Dia mengaku setiap tanggal 15 menerima uang jajan dari istri sebesar 30.000 yen (sekitar Rp3,7 juta). Sesuai kebiasaan di Jepang, walau berstatus pencari nafkah tunggal (breadwinner), para suami seperti Nozawa wajib menyerahkan seluruh gajinya kepada istri masing-masing, yang bertindak sebagai manajer keuangan rumah tangga - termasuk mengatur pengeluaran dan berbagai tagihan.

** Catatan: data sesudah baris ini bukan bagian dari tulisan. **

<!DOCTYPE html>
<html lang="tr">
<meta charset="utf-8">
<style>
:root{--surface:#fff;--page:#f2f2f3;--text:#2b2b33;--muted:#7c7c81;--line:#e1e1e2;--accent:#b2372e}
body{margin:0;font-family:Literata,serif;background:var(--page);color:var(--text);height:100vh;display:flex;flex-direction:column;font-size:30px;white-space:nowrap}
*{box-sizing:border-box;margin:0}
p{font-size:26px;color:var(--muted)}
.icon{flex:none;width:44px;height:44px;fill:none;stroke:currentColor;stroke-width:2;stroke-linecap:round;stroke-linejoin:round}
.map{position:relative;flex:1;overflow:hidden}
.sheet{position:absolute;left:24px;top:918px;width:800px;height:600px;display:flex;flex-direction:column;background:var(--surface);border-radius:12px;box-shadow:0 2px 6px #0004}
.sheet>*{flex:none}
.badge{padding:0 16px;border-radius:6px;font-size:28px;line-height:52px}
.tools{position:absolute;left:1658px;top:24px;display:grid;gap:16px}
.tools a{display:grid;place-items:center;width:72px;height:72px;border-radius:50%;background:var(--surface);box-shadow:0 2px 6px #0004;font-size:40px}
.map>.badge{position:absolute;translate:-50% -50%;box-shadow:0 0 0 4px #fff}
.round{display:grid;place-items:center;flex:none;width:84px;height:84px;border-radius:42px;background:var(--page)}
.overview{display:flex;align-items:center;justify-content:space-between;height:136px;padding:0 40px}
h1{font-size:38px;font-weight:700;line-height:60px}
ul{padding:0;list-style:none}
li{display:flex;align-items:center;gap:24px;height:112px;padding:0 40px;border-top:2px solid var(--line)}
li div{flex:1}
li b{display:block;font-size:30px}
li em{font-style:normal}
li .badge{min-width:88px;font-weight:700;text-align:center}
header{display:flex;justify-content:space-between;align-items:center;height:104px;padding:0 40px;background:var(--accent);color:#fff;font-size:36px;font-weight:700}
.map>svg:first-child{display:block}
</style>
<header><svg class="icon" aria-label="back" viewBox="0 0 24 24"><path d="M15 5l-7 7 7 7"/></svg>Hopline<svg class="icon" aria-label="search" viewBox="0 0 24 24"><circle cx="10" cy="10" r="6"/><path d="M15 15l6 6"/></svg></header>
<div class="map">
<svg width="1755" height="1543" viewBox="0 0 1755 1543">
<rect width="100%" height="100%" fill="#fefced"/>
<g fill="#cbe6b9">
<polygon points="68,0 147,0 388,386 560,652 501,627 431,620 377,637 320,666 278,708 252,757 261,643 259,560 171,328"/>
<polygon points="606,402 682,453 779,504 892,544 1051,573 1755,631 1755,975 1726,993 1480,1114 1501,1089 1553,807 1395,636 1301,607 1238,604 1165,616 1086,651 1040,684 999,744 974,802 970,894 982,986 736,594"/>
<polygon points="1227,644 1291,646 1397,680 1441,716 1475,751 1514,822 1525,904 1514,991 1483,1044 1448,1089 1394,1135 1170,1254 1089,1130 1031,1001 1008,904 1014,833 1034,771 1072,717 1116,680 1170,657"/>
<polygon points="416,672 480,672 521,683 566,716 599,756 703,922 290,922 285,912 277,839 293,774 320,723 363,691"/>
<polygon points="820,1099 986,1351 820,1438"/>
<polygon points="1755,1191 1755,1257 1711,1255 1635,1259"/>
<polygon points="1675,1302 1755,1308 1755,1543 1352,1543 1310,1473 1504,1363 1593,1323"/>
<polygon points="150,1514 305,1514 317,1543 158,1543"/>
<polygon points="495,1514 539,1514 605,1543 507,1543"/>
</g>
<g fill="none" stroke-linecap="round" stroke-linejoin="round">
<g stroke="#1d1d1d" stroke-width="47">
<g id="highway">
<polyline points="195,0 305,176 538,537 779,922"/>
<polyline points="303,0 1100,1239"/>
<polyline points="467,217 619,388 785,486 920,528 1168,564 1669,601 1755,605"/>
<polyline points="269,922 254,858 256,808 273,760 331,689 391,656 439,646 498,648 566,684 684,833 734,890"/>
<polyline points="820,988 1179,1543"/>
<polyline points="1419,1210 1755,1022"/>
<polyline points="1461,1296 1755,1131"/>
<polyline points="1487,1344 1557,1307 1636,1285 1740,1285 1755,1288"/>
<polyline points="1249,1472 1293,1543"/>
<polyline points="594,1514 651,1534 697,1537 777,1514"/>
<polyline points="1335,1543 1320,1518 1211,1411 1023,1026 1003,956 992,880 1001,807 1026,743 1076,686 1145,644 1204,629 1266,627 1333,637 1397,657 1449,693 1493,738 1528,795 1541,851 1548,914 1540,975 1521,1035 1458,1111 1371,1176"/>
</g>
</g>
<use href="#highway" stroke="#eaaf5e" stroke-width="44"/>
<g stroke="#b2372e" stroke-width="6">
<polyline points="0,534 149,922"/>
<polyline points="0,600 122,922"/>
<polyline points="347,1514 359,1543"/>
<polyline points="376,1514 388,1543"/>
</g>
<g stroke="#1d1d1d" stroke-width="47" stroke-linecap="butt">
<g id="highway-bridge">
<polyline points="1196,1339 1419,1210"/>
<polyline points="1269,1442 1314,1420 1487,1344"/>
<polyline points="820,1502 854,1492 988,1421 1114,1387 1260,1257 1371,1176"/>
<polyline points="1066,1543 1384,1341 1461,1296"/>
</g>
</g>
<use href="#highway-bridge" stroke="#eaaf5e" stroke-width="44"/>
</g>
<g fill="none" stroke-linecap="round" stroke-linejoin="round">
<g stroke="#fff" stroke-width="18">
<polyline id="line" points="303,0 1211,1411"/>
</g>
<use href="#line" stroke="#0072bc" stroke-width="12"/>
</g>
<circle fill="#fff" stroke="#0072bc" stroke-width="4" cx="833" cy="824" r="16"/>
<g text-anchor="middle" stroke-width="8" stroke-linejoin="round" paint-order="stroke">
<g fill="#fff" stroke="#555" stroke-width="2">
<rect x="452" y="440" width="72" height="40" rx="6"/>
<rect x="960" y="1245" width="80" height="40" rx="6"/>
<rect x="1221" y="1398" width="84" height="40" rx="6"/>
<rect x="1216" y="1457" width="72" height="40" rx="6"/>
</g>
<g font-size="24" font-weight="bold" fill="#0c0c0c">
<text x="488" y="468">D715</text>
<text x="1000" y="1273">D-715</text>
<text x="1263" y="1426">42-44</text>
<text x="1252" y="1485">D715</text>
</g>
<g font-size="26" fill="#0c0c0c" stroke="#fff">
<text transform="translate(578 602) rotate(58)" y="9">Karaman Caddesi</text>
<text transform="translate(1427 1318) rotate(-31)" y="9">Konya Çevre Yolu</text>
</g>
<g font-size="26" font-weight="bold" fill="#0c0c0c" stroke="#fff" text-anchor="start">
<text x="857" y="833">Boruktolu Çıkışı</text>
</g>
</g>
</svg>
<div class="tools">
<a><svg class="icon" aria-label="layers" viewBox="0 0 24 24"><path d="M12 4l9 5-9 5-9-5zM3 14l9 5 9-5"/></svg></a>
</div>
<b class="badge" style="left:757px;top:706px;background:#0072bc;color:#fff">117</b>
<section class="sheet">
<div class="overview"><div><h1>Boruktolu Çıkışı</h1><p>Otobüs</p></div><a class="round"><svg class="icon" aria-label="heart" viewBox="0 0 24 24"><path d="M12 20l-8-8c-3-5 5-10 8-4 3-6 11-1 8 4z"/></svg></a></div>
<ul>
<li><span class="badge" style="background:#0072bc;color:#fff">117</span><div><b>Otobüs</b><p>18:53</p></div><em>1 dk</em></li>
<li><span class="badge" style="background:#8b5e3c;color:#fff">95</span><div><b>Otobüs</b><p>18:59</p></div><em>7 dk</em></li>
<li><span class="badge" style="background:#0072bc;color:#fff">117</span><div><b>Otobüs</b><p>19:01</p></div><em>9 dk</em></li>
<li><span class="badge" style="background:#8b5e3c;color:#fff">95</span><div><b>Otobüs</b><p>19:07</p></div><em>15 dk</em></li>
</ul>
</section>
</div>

"Lima hari setelah tanggal 10 setiap bulan merupakan masa yang paling berat," kata Nozawa, ayah dari dua anak yang masih berusia 6 dan 8 tahun, kepada stasiun berita BBC. Bagi dia, uang 30.000 yen untuk 30 hari tidak bisa digunakan untuk bersenang-senang di Tokyo, kota yang tergolong paling mahal di dunia.

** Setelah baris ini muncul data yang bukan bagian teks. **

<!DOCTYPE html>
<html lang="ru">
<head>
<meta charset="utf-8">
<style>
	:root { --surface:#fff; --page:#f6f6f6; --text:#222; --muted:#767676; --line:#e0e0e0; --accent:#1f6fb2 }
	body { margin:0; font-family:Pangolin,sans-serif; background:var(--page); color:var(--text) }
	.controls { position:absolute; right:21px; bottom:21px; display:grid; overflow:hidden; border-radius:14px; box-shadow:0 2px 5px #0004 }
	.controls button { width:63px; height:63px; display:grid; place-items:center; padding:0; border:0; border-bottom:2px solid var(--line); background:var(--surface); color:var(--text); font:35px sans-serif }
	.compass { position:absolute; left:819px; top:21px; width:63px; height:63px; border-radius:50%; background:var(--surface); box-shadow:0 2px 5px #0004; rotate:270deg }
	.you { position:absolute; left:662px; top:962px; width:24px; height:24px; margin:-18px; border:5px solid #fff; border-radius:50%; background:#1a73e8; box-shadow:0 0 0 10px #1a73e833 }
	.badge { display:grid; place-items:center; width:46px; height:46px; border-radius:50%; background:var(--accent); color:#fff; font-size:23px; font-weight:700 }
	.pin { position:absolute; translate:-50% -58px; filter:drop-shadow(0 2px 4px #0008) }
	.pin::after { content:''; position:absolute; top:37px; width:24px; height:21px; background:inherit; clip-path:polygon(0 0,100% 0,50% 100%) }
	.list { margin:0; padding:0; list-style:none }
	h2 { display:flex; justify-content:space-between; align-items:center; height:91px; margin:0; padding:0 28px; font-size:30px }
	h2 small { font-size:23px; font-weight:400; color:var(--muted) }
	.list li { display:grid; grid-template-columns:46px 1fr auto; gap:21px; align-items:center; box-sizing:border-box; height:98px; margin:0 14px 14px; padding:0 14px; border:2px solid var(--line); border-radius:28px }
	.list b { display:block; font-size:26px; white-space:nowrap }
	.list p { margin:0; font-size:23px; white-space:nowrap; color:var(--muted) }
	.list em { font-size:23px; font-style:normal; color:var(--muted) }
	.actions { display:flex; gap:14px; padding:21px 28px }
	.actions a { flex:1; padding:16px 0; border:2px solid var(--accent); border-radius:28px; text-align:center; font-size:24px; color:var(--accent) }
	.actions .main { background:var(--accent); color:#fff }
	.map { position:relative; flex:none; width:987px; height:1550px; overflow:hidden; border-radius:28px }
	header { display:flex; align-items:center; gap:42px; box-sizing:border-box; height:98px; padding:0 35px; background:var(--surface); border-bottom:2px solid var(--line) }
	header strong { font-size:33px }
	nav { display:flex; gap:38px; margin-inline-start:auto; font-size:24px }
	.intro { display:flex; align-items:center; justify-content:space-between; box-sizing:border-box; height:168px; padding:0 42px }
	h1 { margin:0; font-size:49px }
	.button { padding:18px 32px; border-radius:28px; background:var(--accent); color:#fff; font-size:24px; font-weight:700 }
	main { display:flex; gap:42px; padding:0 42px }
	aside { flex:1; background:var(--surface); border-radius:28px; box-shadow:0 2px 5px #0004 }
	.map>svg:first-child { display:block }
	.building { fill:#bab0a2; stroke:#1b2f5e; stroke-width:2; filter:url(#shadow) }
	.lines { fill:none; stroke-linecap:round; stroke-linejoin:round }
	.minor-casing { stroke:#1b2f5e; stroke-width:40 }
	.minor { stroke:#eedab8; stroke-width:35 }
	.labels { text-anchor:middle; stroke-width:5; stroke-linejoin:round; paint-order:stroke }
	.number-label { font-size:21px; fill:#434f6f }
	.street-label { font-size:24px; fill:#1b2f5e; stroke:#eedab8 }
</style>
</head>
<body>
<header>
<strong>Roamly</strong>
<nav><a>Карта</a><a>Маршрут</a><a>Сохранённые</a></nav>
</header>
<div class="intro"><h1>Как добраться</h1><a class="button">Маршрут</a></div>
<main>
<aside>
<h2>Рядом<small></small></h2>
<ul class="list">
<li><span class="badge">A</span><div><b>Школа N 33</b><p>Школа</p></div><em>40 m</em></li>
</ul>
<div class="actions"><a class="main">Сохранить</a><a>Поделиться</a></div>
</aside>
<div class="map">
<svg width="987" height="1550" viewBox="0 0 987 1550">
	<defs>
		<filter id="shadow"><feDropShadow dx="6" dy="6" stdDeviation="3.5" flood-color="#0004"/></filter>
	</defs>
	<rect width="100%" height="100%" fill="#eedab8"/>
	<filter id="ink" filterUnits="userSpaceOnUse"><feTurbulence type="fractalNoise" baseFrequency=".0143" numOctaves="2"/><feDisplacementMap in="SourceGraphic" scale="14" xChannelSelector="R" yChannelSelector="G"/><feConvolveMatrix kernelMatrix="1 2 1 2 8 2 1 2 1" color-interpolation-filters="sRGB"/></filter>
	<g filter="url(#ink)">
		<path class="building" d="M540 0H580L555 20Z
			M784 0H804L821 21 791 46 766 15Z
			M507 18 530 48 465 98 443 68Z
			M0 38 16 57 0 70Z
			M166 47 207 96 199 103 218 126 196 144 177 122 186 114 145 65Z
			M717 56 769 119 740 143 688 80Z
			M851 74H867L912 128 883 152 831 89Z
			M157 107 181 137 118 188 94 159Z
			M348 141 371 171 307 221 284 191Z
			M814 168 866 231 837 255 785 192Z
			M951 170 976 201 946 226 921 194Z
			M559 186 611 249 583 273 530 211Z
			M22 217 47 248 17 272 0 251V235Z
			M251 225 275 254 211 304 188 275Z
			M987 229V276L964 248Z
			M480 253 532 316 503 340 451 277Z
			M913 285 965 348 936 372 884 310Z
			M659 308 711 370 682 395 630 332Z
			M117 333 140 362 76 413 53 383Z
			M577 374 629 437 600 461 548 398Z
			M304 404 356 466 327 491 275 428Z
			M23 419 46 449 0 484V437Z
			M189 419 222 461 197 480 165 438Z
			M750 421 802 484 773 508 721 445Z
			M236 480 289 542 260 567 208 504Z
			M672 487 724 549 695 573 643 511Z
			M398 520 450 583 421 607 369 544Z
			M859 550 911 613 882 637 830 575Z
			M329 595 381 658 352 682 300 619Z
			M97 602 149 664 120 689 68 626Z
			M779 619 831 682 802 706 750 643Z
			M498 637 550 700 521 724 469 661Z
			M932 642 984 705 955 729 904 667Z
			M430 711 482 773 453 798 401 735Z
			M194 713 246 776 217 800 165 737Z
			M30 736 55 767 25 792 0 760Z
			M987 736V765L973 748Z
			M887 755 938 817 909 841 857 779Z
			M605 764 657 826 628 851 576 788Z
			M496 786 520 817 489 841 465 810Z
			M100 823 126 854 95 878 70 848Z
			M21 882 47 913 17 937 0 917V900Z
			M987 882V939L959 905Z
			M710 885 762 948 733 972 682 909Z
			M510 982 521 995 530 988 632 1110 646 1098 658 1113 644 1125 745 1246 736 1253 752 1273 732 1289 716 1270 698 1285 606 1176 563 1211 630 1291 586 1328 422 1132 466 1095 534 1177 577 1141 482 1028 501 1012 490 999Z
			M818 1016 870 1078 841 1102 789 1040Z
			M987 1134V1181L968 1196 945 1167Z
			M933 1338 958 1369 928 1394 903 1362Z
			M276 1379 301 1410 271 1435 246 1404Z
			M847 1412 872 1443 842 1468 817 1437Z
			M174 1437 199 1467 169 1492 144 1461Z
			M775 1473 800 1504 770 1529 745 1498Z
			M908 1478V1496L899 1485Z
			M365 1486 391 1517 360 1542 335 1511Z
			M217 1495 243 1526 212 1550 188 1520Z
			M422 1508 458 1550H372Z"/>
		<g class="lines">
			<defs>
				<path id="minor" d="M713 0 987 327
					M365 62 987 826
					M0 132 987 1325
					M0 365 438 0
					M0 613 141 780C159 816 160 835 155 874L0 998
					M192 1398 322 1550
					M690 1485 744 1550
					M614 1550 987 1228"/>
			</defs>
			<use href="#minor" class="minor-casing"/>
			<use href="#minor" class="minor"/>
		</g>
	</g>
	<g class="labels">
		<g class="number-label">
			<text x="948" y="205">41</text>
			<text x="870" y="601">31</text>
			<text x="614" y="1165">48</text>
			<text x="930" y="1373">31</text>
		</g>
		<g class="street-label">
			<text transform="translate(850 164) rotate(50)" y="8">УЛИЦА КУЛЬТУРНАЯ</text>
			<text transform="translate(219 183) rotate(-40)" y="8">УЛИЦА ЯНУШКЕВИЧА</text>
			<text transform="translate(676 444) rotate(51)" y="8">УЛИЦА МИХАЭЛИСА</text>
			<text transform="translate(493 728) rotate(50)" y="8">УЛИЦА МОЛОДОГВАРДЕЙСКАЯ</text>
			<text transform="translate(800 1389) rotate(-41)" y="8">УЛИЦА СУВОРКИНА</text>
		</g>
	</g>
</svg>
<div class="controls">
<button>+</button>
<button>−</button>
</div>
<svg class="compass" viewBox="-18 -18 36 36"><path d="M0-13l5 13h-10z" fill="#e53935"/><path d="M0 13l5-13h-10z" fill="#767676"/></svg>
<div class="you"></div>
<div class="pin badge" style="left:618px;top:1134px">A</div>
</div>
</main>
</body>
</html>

Itulah sebabnya, agar irit, istrinya setiap hari membekali Nozawa bungkusan makan siang untuk disantap di kantor. Dia mengaku kemewahan saat ini adalah membeli rokok, yang menguras sepertiga dari uang jajannya. "Mungkin saya harus berhenti merokok kalau harga naik lagi," lanjut pegawai kantoran itu.

Taisaku Kubo bernasib lebih baik. Dia menerima uang jajan bulanan dari istrinya sebesar 50.000 yen. Sudah 15 tahun dia menerima uang jajan sebesar itu sehingga suatu kali meminta istrinya agar ada kenaikan.

Namun, istrinya punya jurus jitu. "Dia membuat presentasi dengan menggambar diagram untuk menjelaskan mengapa saya tidak bisa mendapat uang jajan lebih," kata Kubo, yang berprofesi sebagai wiraswastawan.

"Pengeluaran terbesar kami adalah kredit rumah dari bank dan berbagai pajak. Kami pun tidak punya anak, sehingga harus dipastikan kami punya cukup dana setelah pensiun," ujar pria berusia 47 tahun itu. Mendengar penjelasan istrinya, Kubo pun menyerah.

Sejalan dengan situasi yang dihadapi kedua pria itu, survei dari Bank Shinsei mengungkapkan bahwa turunnya uang jajan bulanan kaum laki-laki pencari nafkah dibanding beberapa dekade sebelumnya itu terkait dengan lesunya ekonomi Jepang.

Gaji yang mereka terima pun cenderung lebih kecil dari masa-masa sebelumnya. Gaji bulanan yang diterima pekerja di Jepang per 2010 lebih rendah 15 persen menjadi 295.583 yen ketimbang data 1998, yang sebesar 348.750 yen, ungkap survei yang mengambil statistik dari badan pajak nasional.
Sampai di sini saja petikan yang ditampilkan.